Se no primeiro romance, Ulisses desenvolve e expia a sua existência caminhando do cinzento de Portalegre até se encerrar numa escura cova do cemitério da cidade, no novo romance, Ulisses perante a luminosidade de Lisboa é ironicamente cego e acompanhado por uma infeliz criança vai fazer o seu percurso através do esgoto da cidade até desembocar no lodaçal do Tejo. Diria que estará a expiar a ousadia anterior de ter desafiado o destino ao encerrar-se vivo num local destinado a guardar os mortos. Atenção que estou apenas a tratar de uma observação crítica à obra de Rui Martins, pois os romances são independentes bem como as personagens o são diversas, eu é que estou a coser linhas entre elas.
Tal como no primeiro romance, em que Ulisses se encerra na cova com uma mina na mão, também agora o final é apocalíptico, o Ulisses cego e o menino infeliz vão desembocar no lodo do Tejo mas após um novo terramoto em Lisboa e ali ficam abandonados à espera do tsunami que se adivinha.
Também aqui Rui Martins não concretiza o desfecho final preferindo deixá-lo em aberto à interpretação do leitor, como se todos tenhamos uma desgraça suspensa sobre as nossas cabeças mas esteja nas nossas mãos evitá-la, por isso, apesar de tudo e depois de percorrida a via-sacra o autor ainda nos deixa a réstia de esperança (a réstia de luz que o advogado cego ainda consegue ver?) de que a remição é possível e a salvação (ou ressureição?) inerente a ela.

 


 
Apesar de umas vidas desgraçadas, ainda assim, Rui Martins deixa-nos respirar um pouco a utopia esperançosa da salvação. Ou melhor, deixa o destino de cada um nas suas próprias mãos e meus senhores e minhas senhoras façam o favor de se servirem.

 

 
Jaime Crespo

 

 

Rui Cardoso Martins, e se eu gostasse muito de morrer, a minha leitura(ouvindo lightnin' hopkins greatest hits…)


 

reflexões acima do joelho motivadas pela leitura do livro "e se eu gostasse muito de morrer" de rui cardoso martins


 


 


 

portalegre. cidade que não passou de aldeia grande. terra de lagóias. abençoadas margens de baco.

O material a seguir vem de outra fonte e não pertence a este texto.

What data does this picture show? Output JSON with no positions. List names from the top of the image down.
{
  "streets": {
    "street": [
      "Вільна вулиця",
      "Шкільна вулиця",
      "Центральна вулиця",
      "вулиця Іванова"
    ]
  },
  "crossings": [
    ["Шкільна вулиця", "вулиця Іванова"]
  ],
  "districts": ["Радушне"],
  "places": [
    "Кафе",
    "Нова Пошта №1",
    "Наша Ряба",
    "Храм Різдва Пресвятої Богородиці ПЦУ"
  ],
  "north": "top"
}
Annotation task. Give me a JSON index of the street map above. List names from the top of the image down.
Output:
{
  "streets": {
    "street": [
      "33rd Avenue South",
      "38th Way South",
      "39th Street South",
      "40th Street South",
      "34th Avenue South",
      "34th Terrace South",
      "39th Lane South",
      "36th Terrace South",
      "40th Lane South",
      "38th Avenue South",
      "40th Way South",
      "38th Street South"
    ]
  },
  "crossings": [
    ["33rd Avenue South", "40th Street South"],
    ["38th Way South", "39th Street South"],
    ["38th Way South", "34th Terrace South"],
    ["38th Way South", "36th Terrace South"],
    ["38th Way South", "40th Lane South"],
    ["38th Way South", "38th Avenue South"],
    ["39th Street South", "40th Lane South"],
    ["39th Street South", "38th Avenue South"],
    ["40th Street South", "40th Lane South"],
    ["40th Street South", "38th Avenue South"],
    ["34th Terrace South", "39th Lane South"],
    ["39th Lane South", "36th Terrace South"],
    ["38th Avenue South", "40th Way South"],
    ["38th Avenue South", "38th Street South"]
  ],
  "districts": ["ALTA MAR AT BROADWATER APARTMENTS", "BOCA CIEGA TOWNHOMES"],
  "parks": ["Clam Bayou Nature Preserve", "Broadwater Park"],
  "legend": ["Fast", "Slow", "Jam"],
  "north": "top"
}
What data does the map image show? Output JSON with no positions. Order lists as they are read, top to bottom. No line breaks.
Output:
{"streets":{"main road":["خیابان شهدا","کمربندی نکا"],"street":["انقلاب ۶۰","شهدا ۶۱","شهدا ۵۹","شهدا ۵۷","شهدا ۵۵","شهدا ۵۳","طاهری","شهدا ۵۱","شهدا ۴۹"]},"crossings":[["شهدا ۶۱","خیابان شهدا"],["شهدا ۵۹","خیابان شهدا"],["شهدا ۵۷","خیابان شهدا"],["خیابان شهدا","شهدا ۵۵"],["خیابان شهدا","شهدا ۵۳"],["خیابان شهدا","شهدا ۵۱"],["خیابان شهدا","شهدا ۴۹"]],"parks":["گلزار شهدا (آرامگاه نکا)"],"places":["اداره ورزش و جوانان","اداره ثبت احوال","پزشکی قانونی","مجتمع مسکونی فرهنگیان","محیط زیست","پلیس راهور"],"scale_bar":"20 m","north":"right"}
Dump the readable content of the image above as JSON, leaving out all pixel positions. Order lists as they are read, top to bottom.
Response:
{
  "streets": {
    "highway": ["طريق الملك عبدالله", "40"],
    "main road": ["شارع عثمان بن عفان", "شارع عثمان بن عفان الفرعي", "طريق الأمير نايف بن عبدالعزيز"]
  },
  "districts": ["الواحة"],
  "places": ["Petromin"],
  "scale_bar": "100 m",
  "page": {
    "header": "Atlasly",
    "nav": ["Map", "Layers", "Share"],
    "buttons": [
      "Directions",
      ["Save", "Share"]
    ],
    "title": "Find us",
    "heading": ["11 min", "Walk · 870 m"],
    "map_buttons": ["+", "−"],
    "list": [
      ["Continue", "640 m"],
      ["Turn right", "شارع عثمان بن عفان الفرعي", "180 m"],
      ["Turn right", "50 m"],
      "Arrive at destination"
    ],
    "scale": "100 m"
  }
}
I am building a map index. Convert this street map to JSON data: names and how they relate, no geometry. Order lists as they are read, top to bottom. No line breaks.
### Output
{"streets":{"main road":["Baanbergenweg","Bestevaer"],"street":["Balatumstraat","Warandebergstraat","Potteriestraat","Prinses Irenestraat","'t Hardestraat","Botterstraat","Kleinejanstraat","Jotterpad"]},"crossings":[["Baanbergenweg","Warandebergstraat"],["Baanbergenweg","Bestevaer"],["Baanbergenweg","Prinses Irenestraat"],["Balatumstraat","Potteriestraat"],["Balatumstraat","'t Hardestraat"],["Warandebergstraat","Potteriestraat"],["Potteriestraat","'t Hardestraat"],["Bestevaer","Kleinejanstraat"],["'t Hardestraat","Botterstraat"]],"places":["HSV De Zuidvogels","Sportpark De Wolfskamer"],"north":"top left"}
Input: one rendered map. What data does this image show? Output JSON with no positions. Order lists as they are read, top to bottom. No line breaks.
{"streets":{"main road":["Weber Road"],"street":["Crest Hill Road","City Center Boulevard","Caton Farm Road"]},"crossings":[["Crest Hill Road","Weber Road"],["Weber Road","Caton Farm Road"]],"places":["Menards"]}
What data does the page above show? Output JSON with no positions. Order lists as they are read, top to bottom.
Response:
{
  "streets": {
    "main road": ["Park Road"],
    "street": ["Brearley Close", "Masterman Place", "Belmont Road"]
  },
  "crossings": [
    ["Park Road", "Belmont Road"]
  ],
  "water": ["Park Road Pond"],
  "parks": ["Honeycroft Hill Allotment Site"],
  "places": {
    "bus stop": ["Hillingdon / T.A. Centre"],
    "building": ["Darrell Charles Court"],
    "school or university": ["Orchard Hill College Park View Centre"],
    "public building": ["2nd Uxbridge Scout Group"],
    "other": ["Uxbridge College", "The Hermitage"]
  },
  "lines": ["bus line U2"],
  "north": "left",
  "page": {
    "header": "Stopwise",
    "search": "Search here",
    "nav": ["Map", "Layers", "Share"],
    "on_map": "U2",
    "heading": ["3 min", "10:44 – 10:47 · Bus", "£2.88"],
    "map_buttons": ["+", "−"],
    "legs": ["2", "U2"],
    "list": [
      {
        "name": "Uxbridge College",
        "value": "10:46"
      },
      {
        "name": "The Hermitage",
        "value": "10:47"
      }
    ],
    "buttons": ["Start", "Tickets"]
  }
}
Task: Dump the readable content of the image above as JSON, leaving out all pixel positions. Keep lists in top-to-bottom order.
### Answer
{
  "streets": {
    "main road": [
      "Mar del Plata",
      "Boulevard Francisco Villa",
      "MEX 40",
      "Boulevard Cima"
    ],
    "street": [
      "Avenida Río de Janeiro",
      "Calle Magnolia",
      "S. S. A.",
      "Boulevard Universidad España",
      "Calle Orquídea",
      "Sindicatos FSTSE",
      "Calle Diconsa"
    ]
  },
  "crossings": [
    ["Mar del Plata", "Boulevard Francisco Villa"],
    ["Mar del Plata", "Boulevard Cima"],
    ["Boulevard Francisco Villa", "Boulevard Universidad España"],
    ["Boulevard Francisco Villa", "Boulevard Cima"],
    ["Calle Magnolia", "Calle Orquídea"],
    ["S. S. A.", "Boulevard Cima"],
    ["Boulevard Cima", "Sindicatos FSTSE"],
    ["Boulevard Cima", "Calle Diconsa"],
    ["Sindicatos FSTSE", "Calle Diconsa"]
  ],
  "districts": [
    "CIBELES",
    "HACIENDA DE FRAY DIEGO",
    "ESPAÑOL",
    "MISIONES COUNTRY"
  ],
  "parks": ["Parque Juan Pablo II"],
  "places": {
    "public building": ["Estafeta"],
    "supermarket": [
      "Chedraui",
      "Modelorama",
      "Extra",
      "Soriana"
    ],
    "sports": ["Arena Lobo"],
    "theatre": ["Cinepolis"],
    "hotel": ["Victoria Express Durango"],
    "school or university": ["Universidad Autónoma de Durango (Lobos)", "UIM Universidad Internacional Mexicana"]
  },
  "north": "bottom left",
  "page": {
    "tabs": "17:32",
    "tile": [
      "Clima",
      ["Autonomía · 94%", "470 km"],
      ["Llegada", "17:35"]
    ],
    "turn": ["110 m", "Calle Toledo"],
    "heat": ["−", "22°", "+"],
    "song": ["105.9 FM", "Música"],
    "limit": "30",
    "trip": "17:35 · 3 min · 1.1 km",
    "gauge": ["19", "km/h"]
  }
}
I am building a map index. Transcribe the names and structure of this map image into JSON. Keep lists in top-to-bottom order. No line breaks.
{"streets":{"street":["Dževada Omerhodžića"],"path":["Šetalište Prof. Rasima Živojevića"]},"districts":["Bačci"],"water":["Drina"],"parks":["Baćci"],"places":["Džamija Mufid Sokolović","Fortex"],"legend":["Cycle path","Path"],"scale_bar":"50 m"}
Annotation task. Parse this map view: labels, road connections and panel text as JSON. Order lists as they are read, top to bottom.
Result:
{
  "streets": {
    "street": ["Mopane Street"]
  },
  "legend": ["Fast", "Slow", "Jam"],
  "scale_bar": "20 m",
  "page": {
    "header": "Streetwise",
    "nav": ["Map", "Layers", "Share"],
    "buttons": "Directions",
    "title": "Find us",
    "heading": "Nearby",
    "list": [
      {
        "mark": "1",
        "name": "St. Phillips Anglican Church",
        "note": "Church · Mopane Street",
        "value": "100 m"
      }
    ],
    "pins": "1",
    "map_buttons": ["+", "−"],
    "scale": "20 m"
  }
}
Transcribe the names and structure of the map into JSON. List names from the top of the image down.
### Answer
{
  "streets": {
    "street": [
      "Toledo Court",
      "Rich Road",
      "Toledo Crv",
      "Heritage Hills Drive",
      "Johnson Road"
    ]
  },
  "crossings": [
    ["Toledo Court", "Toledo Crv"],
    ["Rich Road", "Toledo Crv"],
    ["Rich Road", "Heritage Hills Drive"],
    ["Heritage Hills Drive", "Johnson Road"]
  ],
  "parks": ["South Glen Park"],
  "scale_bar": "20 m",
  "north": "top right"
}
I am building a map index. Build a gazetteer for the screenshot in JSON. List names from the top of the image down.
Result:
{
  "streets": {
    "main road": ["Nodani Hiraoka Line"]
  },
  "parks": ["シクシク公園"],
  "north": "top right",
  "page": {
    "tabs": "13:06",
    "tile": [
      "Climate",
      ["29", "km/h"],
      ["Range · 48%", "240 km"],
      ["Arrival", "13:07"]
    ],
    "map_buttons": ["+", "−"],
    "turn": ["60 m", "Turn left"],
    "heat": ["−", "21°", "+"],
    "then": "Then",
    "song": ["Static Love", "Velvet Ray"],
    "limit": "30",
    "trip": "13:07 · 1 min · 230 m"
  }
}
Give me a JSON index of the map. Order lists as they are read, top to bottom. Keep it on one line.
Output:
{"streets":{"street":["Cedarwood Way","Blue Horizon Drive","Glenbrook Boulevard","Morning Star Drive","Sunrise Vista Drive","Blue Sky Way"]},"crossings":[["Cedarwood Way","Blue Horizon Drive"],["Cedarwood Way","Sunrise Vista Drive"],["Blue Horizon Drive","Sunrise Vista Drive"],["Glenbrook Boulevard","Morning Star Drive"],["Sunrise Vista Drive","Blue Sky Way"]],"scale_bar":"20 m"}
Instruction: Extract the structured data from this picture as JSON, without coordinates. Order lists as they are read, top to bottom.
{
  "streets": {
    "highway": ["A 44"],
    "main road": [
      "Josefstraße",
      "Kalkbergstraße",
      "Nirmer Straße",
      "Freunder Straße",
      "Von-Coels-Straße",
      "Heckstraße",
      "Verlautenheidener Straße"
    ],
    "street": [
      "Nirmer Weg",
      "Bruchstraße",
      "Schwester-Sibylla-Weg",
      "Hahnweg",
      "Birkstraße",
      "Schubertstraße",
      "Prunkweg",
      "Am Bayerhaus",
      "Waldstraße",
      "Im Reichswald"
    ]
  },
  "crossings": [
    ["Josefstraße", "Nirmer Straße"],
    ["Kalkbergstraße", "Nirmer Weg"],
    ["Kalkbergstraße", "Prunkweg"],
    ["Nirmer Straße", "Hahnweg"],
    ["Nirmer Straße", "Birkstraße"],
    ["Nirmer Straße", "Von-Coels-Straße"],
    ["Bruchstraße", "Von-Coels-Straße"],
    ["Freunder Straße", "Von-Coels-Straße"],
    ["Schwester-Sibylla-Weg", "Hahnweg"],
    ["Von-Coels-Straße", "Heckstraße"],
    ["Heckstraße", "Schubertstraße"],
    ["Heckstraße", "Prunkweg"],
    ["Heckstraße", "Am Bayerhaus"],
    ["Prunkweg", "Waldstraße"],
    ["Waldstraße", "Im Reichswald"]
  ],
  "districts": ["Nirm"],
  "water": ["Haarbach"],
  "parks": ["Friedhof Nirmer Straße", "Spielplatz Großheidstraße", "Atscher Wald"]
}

a jornalista que acompanhou o escritor à cidade chamou-lhe "twin peaks". desta nunca me lembrei eu.

mas há anos, quando ainda por lá escorregava na calçada inclinada da rua do comércio, achei-a parecida à cidadezinha que servia de fundo a um policial francês e que tinha o sugestivo título de "balada da cidade triste", de pierre simiac (les femmes blafardes, no original).

curiosamente foi no cinema que encontrei a denominação perfeita para a minha aldeia natal, tolosa, no distrito de portalegre, nada mais nada menos que "dogville".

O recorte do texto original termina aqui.